Friday, March 25, 2005


This just in from my old friend, known as Mystery Business Woman. She travels to the far East quite often and shares her experiences seen through the lens of global geopolitcs:


March 20, 2005

This morning as I pack my bags to leave Shanghai, CNN reports that “stars” including Paul McCartney’s wife and the lead singer of Yes, are protesting the Chinese slaughter of dogs to make fur coats. CNN shows scenes from a film made surreptitiously. I glance up from my packing to see a grainy shot of the strained hind legs of a black dog. “The images are too gruesome to show on television,” the announcer says. Voiceover discussion ensues with the filmmaker: “The dogs are skinned alive. The sound of their cries is unimaginable.” Here dogs are a delicacy.

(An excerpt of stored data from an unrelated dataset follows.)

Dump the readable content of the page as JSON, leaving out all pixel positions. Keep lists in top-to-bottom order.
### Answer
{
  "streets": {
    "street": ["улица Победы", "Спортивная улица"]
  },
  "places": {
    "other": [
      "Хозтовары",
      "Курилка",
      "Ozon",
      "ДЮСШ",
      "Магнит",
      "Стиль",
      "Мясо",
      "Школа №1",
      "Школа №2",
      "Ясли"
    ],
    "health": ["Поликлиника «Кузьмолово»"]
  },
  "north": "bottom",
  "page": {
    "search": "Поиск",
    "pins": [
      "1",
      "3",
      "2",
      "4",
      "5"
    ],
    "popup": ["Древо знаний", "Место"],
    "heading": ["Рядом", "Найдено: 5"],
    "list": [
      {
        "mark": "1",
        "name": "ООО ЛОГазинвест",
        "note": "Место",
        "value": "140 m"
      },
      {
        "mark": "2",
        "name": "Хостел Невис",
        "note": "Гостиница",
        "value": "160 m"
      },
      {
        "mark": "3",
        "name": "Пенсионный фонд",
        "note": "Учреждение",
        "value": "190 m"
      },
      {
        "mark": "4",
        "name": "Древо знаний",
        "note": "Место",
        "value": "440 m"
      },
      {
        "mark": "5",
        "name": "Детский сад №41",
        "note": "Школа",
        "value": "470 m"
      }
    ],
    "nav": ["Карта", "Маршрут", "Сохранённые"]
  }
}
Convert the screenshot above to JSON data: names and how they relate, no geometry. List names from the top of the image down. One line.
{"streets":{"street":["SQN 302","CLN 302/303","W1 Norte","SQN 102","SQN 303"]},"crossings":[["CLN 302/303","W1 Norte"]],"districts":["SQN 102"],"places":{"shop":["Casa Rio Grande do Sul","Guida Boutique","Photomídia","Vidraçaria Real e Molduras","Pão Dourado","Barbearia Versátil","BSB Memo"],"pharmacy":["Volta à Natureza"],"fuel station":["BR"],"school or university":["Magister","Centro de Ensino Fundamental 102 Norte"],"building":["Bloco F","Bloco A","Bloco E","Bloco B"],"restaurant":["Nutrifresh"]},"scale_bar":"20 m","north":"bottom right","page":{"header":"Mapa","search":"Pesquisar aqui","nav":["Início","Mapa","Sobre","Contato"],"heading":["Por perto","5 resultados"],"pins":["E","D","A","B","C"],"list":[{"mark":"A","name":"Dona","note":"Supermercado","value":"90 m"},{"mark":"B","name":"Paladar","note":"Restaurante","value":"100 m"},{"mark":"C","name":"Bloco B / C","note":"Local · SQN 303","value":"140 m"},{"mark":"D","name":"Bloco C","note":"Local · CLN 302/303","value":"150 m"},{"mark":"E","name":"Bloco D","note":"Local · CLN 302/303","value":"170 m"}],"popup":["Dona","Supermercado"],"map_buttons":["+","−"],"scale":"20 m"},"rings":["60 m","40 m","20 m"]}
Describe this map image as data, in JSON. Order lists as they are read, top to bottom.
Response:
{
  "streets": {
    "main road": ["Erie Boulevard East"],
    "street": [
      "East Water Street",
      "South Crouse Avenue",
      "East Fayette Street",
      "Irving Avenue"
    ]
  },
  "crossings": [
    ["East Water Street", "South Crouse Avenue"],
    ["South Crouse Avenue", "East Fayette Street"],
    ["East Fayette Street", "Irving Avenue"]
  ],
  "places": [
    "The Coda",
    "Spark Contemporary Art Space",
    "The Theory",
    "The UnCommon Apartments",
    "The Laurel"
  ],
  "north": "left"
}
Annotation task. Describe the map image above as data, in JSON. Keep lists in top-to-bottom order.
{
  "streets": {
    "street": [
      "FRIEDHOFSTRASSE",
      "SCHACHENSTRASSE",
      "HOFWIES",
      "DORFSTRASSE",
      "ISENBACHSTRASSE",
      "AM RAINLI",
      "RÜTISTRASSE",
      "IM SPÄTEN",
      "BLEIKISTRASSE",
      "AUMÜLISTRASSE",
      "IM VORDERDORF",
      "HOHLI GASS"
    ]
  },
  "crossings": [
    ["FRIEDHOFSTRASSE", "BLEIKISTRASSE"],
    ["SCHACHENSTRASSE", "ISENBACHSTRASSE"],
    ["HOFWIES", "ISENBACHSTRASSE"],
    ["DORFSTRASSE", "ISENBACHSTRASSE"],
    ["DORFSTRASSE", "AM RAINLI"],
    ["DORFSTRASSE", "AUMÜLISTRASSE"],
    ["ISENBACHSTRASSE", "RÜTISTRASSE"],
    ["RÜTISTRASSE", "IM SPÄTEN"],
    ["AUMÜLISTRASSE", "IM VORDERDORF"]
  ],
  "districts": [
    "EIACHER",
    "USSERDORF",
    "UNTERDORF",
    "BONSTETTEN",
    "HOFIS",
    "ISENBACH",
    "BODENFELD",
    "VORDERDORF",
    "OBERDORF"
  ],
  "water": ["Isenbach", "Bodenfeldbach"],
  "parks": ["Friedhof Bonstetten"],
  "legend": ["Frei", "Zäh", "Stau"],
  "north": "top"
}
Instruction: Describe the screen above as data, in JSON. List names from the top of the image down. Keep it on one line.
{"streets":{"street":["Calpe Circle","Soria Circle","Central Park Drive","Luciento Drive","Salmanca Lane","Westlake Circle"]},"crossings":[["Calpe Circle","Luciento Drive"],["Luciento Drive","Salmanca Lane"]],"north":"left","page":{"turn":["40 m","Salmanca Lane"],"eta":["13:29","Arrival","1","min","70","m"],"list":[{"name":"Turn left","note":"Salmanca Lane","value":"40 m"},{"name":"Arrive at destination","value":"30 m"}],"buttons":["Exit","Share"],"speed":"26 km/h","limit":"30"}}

On my flight, I read the Shanghai Times. Over objections from the U.S., the EU has agreed to ship weapons to China. Germany and France are spearheading the initiative, stating that the reasons for the arms embargo, dating back to Tiananmen (SP.) Square are no longer valid. Sale of “high tech” weapons will be avoided, they claim. The article explains that the Europeans hope their newfound flexibility will lead to the sale of European cars and other goods to the People’s Republic. Bend over.

At the airport in Hong Kong, the idea for this blog takes shape as I read Azar Nafisi’s Reading Lolita in Tehran. Explaining The Great Gatsby to her students, she writes, “We in ancient countries have our past – we obsess over the past. They, the Americans, have a dream: they feel nostalgia about the promise of the future.” I suddenly realize that I am witnessing the demise of that promise. China is the future. For Americans, though they may not realize it, the dream is dead.